Along with the turning of the weather and the lighting of the tree in Rockefeller Center, there is another surefire indicator that Christmas is nearing in New York City. I am inside American Girl Place on Fifth Avenue fighting through hordes of mothers and their children, trying to buy dolls and doll accessories for my nieces.
For those of you who have the great pleasure of being blissfully unaware of what American Girl Place is, here is a quick primer: American Girl Place sells American Girl dolls. They’re not just any old Barbie dolls. No, these dolls — sorry, “characters,” as they are called — are roughly the size of a toddler and are dressed in period clothing from a wide variety of American historical eras. They each have their own name and their own backstory. There’s Felicity Merriman, a girl living in colonial times (who probably owned slaves). There’s Kaya, a Native American girl living in the 18th century Northwest (whose land was probably stolen by Felicity’s family). And there’s Kitt Kittredge, a girl living through the Great Depression (who probably worked in a factory and died of Polio). And there’s another dozen dolls in between and beyond. American Girl Place not only sells these dolls, but also clothes and accessories to dress these dolls in. The best (creepiest?) part of all is that the clothes also come in regular children’s sizes, meaning girls can dress exactly like their dolls. And if their doll breaks, they can take them back to the store and have them admitted to the doll “hospital” where a “nurse” dresses the doll in a hospital gown, puts a hospital ID bracelet around its wrist and brings it into “surgery” where it is repaired. There’s also a photo studio, a hair salon and a cafe — if you can get to them. All three floors, plus a mezzanine, are perpetually swarmed with moms, kids and the strollers they inhabit. Conveniently enough, St. Patrick’s Cathedral is located across the street from the store, just in case you’d like a priest to administer your Last Rites before embarking on a suicidal mission into this labyrinth of plastic, snotty noses and cacophonous crying. Sure, the smiles on my nieces’ faces on Christmas morning more than make up for having to navigate this insanity, but in the moment, it’s death.
First and foremost, I hate crowds. A common misconception about New Yorkers is that large crowds don’t phase us. We live in one of the biggest, busiest cities in the world — we should be used to it! Wrong. The truth is, we hate crowds. We hate crowded sidewalks, we hate crowded subway cars and we hate crowded stores, especially tourist traps that are filled to the brim during the holidays. No sane New Yorker walks into the 34th Street Macy’s two days before Christmas, sees throngs of slow-moving mouth breathers packing onto the rickety wooden escalators and excitedly exclaims, “New York, gotta love it!” It’s not that I don’t like people. I like people just fine. I just don’t like them when they’re in my way, and they’re in my way all of the time in this city.

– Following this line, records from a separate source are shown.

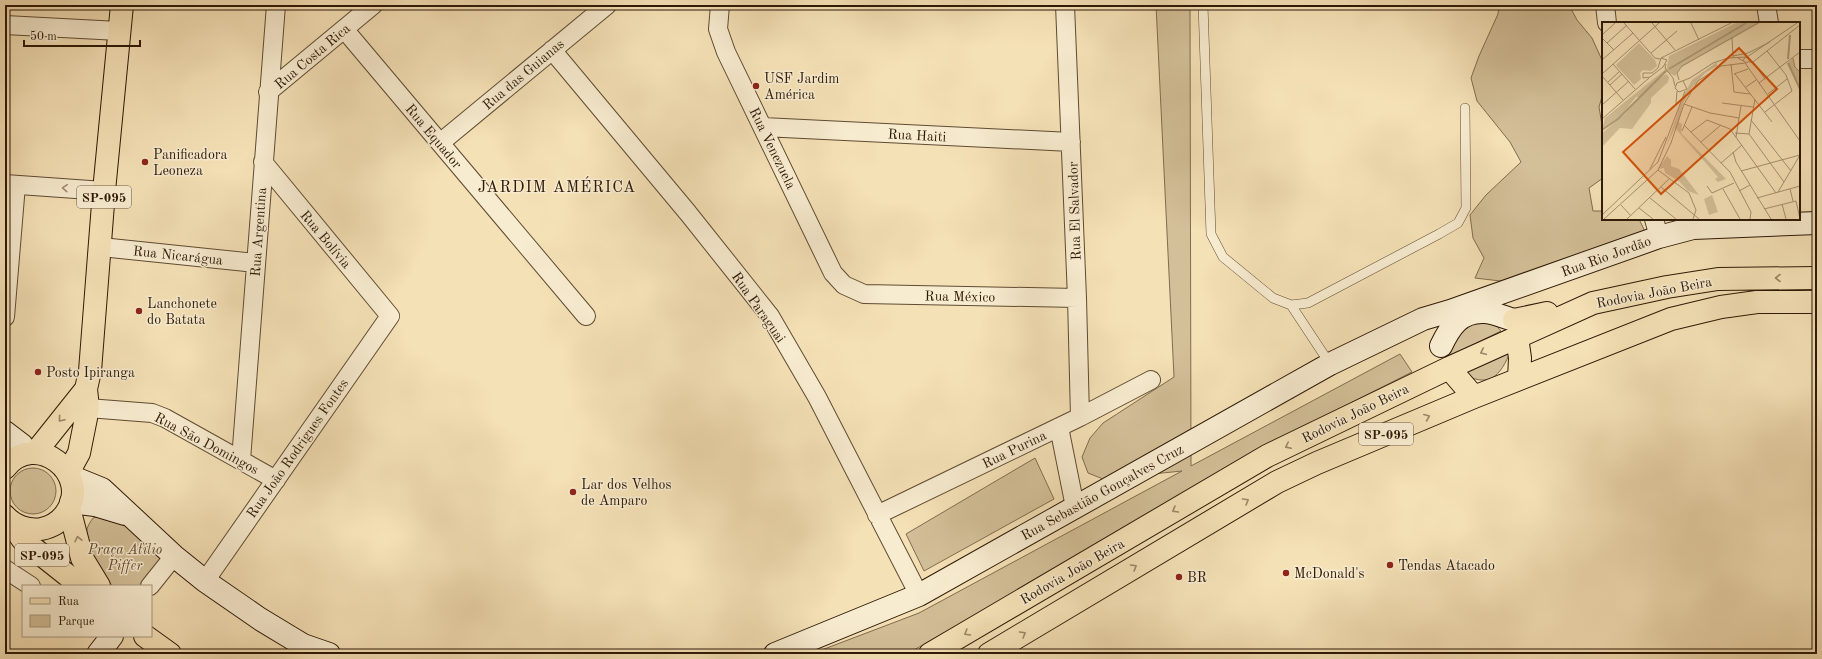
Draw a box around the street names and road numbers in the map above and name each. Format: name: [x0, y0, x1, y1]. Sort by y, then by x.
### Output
street label: Rua Costa Rica: [272, 21, 353, 92]
street label: Rua das Guianas: [480, 37, 567, 113]
street label: Rua Equador: [402, 102, 464, 172]
street label: Rua Venezuela: [746, 105, 798, 192]
street label: Rua Haiti: [887, 127, 947, 145]
street label: Rua El Salvador: [1066, 161, 1084, 261]
road number: SP-095: [77, 186, 131, 208]
street label: Rua Argentina: [249, 187, 269, 277]
street label: Rua Bolívia: [297, 208, 353, 271]
street label: Rua Rio Jordão: [1560, 234, 1653, 280]
street label: Rua Nicarágua: [132, 244, 224, 268]
street label: Rua Paraguai: [729, 270, 788, 346]
street label: Rodovia João Beira: [1595, 275, 1713, 311]
street label: Rua México: [925, 289, 995, 305]
street label: Rua João Rodrigues Fontes: [244, 376, 351, 521]
street label: Rodovia João Beira: [1300, 382, 1411, 446]
street label: Rua São Domingos: [152, 411, 261, 477]
road number: SP-095: [1359, 423, 1413, 445]
street label: Rua Purina: [980, 428, 1049, 471]
street label: Rua Sebastião Gonçalves Cruz: [1019, 442, 1186, 543]
street label: Rodovia João Beira: [1018, 536, 1127, 607]
road number: SP-095: [15, 544, 69, 566]

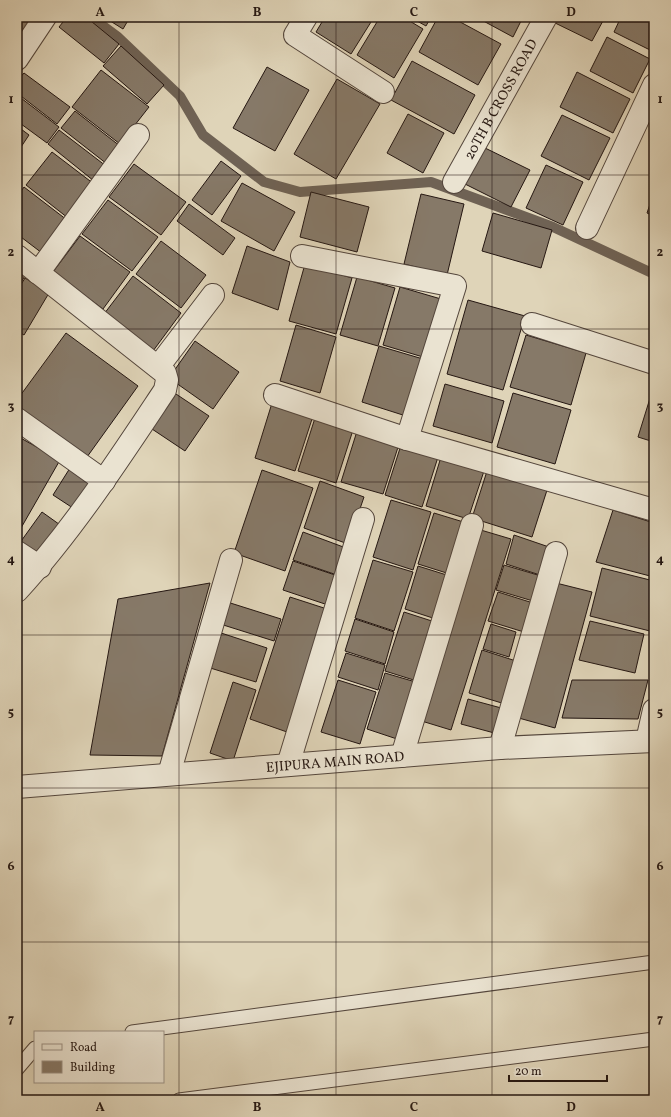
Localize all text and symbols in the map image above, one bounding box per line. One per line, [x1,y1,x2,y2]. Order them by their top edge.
text: A [95,4,105,22]
text: B [253,4,262,22]
text: C [410,4,418,22]
text: D [566,4,576,22]
street label: 20TH B CROSS ROAD [460,36,543,164]
text: 1 [8,91,14,109]
text: 1 [657,91,663,109]
text: 2 [8,244,15,262]
text: 2 [657,244,664,262]
text: 3 [8,398,15,416]
text: 3 [657,398,664,416]
text: 4 [7,551,15,569]
text: 4 [656,551,664,569]
text: 5 [8,704,14,722]
text: 5 [657,704,663,722]
street label: EJIPURA MAIN ROAD [265,748,405,778]
text: 6 [7,858,15,876]
text: 6 [656,858,664,876]
text: 7 [8,1011,14,1029]
text: 7 [657,1011,663,1029]
legend [34,1031,164,1083]
text: Road [70,1040,97,1056]
scale bar [509,1057,607,1083]
text: Building [70,1060,115,1076]
text: 20 m [515,1064,542,1080]
text: A [95,1099,105,1117]
text: B [253,1099,262,1117]
text: C [410,1099,418,1117]
text: D [566,1099,576,1117]

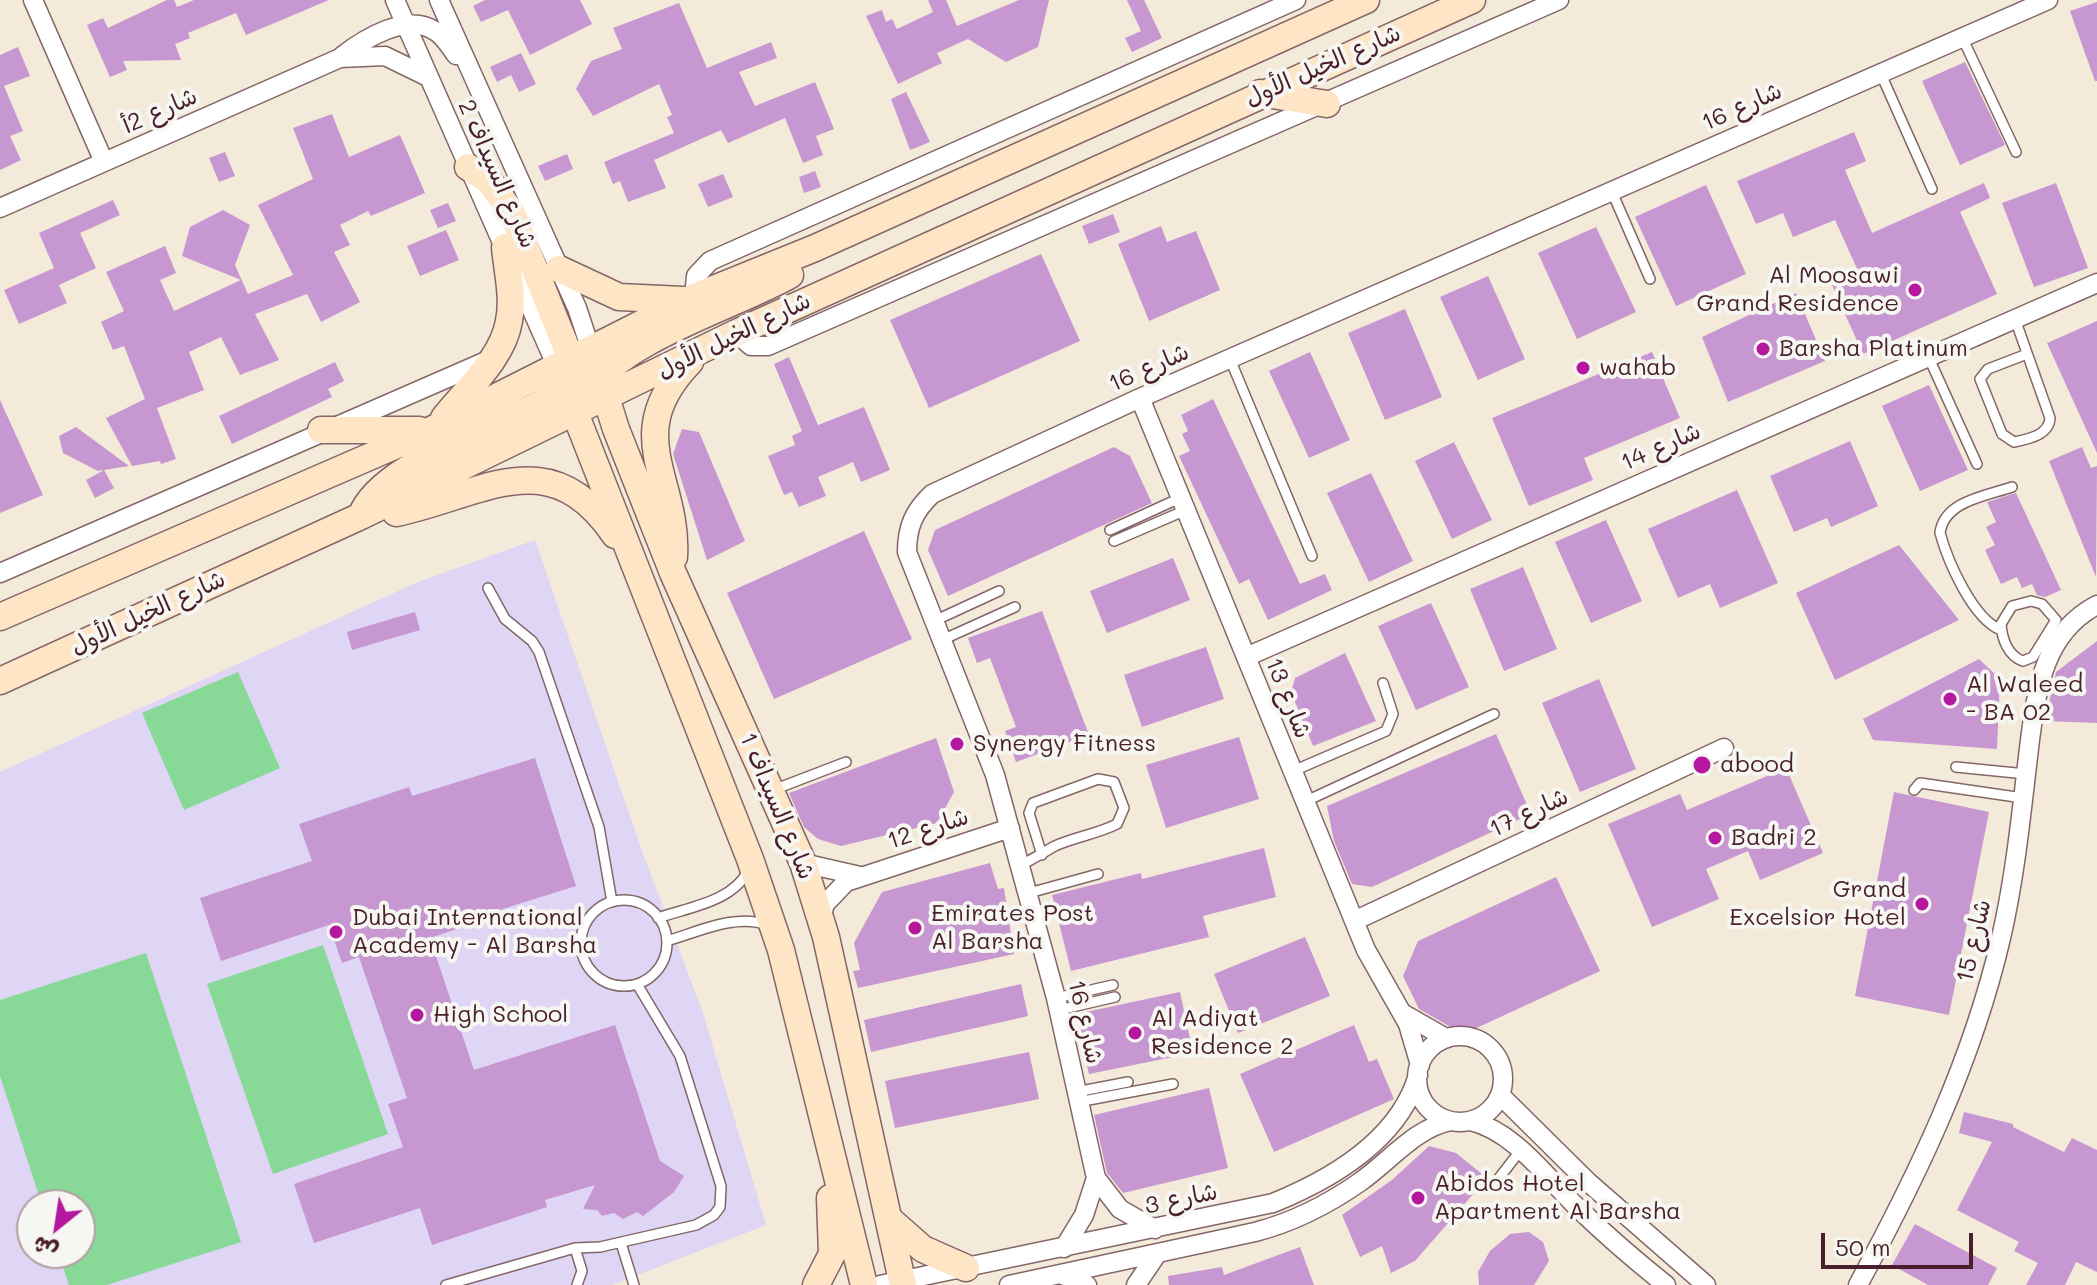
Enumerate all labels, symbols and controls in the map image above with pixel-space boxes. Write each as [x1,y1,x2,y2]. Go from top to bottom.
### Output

But American Girl Place isn’t just a crowded store. It’s a crowded doll store, which is a perfect storm of awkwardness for me, a 29-year-old man. I stick out like a sore thumb when I go. I clearly haven’t come to the store with a child in tow, nor do I seem old enough to be shopping for my child who’s at home. No, it looks like I came to American Girl Place to either shop for dolls for myself or to try and meet little girls — whichever is worse. And if I happened to forget to shave that day, forget it. My patchy pedo facial hair is an automatic AMBER Alert situation. There’s nothing more awkward than having to lean over a 3-year-old girl and her mother to grab the last cheerleading outfit off a rack of tiny doll clothes. Even though I’m merely there to shop just like everyone else, I can’t help but feel a little sleazy. There are so many moms and daughters there that I always feel like I wandered into some private affair that’s not for masculine eyes — kind of like when I accidentally walked into a woman’s changing room when I was a little boy. I didn’t know why it was wrong…but I just knew it was.
Luckily, the people who work in the store recognize my struggle. In fact, the employees really are the only saving grace of the entire American Girl Place experience. They normally approach me first, and are eager to help me find just about anything I have on my Christmas shopping list. They must be specially trained to seek out guys like me, before we go completely insane and impale ourselves through the eye with the sharpened end of a candy cane. Or maybe they’re just happy to see someone who isn’t crying, throwing up on themselves or throwing a tantrum — and that’s just the mothers who shop in the store.
Despite my past horrors and better judgement, I continue to go back almost every year. Why? Because I’m a pretty damn good uncle. And instead of filling up my nieces’ heads with nonsense about charity and gratefulness and “the true meaning of Christmas,” I buy them plastic things from crowded stores, because that’s how you get children to like you. So, if you happen to be in the American Girl Place in the middle of December of any given year, you’ll probably see me paying upwards of $35 for a doll hat that my youngest niece will probably lose by New Year’s Day. And when you do see me, punch me in the face. It will take my mind off the pain of being there.